--- EXERCISE DATA ---
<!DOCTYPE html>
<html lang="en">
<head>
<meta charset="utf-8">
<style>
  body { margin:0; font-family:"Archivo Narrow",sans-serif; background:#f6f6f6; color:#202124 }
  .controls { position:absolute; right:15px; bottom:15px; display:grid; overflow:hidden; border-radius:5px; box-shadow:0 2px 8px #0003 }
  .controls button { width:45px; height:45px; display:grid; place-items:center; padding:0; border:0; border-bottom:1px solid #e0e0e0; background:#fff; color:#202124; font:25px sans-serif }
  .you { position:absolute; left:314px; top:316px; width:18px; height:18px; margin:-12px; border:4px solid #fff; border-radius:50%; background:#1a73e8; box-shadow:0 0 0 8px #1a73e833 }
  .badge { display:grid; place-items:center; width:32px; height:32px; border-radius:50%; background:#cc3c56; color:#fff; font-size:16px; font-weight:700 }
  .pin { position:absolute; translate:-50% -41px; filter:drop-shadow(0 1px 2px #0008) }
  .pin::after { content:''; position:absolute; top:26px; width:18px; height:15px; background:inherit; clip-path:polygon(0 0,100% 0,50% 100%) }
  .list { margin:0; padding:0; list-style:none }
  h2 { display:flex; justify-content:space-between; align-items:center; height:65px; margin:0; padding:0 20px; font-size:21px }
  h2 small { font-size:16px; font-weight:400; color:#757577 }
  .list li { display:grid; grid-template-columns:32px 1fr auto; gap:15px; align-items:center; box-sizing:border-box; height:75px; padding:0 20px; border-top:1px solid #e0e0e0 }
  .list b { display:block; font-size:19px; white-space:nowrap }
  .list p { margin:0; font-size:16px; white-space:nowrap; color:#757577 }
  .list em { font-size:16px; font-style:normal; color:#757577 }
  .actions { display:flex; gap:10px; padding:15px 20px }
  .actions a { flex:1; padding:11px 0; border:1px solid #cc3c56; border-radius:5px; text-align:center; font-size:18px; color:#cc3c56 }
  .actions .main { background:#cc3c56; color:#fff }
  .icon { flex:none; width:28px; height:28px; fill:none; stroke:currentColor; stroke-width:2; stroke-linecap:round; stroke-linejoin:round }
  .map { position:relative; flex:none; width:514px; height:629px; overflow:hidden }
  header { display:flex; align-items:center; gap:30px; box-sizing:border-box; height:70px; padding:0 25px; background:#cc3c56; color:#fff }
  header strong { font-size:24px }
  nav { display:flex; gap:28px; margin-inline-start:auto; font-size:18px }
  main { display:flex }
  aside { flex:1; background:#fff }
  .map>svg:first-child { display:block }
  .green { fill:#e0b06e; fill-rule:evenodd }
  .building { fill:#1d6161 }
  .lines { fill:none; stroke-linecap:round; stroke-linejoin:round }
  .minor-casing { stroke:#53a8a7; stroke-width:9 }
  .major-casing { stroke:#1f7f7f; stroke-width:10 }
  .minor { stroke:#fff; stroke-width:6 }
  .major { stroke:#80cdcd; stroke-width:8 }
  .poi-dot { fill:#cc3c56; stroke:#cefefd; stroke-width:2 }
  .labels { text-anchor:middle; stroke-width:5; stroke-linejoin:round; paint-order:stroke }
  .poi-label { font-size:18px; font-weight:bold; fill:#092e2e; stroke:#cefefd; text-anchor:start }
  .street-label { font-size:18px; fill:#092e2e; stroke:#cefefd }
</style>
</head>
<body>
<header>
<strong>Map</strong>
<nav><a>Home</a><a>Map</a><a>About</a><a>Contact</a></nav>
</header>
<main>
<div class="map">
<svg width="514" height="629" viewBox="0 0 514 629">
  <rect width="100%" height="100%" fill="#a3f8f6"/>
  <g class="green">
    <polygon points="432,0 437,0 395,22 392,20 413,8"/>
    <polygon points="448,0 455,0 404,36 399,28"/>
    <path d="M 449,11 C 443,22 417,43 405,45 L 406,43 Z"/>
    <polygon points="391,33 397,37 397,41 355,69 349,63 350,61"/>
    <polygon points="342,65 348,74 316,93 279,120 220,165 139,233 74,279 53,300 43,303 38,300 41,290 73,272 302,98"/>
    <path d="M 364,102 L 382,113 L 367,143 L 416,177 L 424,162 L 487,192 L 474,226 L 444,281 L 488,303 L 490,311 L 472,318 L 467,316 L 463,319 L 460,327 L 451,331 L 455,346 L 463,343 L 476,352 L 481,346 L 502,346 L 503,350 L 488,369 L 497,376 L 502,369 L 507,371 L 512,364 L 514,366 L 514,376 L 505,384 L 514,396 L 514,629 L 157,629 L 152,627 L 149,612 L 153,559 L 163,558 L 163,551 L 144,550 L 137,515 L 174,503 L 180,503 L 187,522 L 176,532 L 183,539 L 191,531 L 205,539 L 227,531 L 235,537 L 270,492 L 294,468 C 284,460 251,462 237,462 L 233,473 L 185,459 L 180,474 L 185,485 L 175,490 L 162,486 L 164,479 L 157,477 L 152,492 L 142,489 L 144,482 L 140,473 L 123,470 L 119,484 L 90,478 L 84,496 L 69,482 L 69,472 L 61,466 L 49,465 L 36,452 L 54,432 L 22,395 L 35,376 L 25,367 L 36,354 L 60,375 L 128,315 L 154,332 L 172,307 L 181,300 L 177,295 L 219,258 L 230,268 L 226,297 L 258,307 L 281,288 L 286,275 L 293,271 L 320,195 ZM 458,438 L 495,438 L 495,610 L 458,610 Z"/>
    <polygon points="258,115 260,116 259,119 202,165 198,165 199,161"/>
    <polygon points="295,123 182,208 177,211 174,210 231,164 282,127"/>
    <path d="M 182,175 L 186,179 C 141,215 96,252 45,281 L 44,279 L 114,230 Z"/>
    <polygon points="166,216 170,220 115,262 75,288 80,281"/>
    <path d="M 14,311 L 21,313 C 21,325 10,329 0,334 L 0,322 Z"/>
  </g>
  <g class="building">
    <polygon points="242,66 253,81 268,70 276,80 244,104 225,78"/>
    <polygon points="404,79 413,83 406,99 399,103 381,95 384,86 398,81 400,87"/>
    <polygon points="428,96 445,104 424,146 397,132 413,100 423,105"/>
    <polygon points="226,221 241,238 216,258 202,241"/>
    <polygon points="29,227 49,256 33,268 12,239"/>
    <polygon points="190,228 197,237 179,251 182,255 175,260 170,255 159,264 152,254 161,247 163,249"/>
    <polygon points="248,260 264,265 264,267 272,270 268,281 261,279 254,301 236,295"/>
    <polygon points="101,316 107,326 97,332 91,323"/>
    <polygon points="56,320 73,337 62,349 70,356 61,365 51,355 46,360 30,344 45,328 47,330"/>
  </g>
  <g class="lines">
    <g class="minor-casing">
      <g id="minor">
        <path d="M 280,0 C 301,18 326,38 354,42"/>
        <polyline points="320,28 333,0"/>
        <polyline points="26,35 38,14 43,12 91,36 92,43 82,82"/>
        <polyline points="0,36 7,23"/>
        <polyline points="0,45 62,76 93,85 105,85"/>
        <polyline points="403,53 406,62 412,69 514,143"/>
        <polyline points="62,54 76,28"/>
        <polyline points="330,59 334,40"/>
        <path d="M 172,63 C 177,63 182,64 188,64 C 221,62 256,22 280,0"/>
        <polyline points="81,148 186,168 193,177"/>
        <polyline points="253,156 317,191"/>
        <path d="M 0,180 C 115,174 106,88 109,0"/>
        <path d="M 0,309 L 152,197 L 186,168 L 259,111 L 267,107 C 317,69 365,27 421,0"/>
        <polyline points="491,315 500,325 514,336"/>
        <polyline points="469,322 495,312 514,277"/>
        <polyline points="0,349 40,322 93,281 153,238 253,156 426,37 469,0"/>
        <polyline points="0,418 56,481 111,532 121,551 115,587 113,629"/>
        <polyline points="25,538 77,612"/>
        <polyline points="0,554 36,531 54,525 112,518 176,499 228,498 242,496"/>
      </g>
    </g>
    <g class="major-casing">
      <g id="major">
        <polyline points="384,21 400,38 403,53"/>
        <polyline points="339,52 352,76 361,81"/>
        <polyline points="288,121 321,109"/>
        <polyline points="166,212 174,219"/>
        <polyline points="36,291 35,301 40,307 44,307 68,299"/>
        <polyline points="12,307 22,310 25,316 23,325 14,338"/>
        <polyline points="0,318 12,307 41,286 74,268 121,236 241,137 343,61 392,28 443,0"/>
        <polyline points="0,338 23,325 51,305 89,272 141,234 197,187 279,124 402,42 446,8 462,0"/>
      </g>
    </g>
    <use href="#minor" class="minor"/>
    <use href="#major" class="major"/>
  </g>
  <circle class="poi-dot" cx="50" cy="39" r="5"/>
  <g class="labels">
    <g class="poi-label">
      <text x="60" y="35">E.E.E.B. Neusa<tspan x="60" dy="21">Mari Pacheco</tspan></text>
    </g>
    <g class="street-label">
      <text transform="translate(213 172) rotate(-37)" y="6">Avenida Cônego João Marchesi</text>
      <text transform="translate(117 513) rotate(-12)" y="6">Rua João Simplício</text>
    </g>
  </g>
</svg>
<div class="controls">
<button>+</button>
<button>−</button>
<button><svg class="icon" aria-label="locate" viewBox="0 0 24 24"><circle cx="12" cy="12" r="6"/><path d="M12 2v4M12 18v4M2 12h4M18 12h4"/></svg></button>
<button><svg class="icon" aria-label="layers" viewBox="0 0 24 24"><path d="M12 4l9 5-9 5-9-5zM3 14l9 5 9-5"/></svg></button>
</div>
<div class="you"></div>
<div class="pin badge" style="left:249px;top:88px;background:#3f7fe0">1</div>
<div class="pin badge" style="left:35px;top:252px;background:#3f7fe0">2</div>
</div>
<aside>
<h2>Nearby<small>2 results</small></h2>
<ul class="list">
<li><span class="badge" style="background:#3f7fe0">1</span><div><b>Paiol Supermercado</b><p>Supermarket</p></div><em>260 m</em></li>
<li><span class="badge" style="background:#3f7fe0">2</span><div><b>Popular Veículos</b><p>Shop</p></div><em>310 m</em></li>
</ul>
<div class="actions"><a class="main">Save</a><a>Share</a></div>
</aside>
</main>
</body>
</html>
---
_TASK TO CARRY OUT_
Starting at the line above that contains "Cônego João Marchesi</text>", repeat each line exactly up to and including the line that contains "<button>+</button>", and stop there.

_ANSWER_
      <text transform="translate(213 172) rotate(-37)" y="6">Avenida Cônego João Marchesi</text>
      <text transform="translate(117 513) rotate(-12)" y="6">Rua João Simplício</text>
    </g>
  </g>
</svg>
<div class="controls">
<button>+</button>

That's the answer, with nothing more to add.